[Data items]
------------------------------------

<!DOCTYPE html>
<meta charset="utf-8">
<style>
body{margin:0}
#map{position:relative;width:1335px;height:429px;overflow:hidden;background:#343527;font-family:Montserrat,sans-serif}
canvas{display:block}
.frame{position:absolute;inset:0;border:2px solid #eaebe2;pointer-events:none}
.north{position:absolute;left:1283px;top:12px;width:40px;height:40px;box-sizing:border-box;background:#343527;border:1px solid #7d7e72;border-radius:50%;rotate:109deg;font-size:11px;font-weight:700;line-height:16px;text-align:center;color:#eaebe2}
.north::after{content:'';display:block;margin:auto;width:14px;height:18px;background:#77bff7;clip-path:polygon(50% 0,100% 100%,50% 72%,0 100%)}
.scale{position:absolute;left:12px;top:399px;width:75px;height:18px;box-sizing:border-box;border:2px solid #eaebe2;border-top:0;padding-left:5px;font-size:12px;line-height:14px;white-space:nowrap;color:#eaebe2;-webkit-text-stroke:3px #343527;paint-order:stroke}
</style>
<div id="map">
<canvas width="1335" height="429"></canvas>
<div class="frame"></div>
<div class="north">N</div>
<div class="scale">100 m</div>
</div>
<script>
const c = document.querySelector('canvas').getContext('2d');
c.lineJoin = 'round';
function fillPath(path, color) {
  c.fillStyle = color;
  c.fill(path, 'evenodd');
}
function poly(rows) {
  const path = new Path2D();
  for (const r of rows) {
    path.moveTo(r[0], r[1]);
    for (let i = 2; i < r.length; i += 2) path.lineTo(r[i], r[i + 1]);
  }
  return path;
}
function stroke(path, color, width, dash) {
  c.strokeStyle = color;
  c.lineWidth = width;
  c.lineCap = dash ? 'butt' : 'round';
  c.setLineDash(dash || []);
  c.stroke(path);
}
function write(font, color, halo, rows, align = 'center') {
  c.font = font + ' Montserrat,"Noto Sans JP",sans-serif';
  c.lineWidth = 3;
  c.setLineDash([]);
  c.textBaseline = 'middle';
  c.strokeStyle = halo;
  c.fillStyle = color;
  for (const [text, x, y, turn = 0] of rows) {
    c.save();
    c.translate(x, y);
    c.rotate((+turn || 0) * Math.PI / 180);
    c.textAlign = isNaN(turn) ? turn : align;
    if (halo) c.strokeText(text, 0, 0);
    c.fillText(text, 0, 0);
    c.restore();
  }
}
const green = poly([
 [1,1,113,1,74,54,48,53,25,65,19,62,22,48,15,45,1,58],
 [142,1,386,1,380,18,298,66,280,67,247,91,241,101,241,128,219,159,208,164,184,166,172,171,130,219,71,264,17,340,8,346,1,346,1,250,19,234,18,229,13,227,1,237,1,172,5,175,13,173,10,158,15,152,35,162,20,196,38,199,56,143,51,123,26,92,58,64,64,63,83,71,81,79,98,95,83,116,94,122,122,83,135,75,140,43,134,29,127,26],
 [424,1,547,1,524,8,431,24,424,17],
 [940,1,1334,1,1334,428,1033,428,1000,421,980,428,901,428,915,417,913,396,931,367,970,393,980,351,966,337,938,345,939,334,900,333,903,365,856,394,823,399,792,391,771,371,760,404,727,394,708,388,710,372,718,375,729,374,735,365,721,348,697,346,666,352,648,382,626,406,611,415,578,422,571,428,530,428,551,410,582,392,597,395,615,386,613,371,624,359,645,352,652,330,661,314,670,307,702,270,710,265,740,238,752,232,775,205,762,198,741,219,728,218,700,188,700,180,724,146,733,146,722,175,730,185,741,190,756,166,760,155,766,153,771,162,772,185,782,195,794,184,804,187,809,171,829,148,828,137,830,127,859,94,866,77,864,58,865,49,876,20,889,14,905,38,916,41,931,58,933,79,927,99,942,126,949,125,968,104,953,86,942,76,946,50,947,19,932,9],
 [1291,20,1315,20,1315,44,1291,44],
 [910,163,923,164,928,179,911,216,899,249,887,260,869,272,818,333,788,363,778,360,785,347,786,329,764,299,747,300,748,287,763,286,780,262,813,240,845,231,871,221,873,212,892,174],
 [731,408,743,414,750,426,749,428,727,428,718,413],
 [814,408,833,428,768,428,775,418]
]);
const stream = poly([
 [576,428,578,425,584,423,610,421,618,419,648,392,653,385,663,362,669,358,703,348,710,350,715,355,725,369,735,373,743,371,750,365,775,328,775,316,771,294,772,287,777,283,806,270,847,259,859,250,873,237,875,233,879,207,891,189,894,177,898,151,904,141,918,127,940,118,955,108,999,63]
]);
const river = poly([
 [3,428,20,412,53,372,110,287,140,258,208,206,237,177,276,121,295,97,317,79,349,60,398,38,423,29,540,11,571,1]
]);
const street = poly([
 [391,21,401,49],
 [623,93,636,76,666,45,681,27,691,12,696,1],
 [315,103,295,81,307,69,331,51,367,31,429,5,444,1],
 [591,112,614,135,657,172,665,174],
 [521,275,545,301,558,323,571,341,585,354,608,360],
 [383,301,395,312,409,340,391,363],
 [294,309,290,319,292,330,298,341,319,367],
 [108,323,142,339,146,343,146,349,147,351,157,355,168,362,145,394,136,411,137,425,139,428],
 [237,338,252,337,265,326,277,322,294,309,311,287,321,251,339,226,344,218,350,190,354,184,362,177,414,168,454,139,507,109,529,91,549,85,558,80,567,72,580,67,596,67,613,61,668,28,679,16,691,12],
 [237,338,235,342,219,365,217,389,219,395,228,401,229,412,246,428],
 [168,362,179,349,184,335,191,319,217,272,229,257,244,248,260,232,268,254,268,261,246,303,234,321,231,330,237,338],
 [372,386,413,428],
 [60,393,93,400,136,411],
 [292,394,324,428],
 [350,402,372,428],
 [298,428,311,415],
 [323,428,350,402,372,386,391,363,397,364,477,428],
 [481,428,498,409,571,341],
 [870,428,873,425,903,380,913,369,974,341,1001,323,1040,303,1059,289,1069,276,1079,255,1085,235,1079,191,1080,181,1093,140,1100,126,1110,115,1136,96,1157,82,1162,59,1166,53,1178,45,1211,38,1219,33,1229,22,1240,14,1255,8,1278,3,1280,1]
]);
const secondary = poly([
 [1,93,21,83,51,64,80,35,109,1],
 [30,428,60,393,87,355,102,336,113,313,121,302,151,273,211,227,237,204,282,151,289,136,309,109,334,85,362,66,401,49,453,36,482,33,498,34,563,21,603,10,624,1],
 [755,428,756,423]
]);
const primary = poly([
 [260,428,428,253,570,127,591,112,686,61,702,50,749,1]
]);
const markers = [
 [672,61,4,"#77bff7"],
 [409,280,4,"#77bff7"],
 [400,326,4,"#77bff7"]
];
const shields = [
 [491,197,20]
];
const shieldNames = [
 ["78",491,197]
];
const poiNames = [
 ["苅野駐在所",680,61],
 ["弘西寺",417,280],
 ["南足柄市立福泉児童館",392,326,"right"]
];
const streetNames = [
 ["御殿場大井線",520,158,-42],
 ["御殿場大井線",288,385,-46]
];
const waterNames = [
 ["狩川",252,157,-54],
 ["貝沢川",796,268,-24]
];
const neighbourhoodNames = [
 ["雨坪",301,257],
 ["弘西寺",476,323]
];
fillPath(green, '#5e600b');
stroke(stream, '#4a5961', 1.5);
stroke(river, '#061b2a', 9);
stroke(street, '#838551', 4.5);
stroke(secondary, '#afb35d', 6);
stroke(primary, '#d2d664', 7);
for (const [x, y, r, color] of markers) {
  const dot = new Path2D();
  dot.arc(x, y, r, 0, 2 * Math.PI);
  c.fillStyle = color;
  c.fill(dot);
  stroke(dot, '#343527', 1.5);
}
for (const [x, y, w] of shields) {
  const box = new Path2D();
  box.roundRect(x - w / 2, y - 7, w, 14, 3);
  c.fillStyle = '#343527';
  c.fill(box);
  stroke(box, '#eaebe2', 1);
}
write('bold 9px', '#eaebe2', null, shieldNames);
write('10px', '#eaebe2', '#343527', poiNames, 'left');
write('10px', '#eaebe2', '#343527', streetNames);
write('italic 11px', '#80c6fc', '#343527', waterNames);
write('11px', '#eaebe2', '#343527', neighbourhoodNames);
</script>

------------------------------------

_Exercise description_. Both end lines included, restate word for word the lines above from the line with "c.lineWidth = 3;" to the line with "c.rotate((+turn || 0) * Math.PI / 180);", and nothing else.

_Solution to this exercise_.
  c.lineWidth = 3;
  c.setLineDash([]);
  c.textBaseline = 'middle';
  c.strokeStyle = halo;
  c.fillStyle = color;
  for (const [text, x, y, turn = 0] of rows) {
    c.save();
    c.translate(x, y);
    c.rotate((+turn || 0) * Math.PI / 180);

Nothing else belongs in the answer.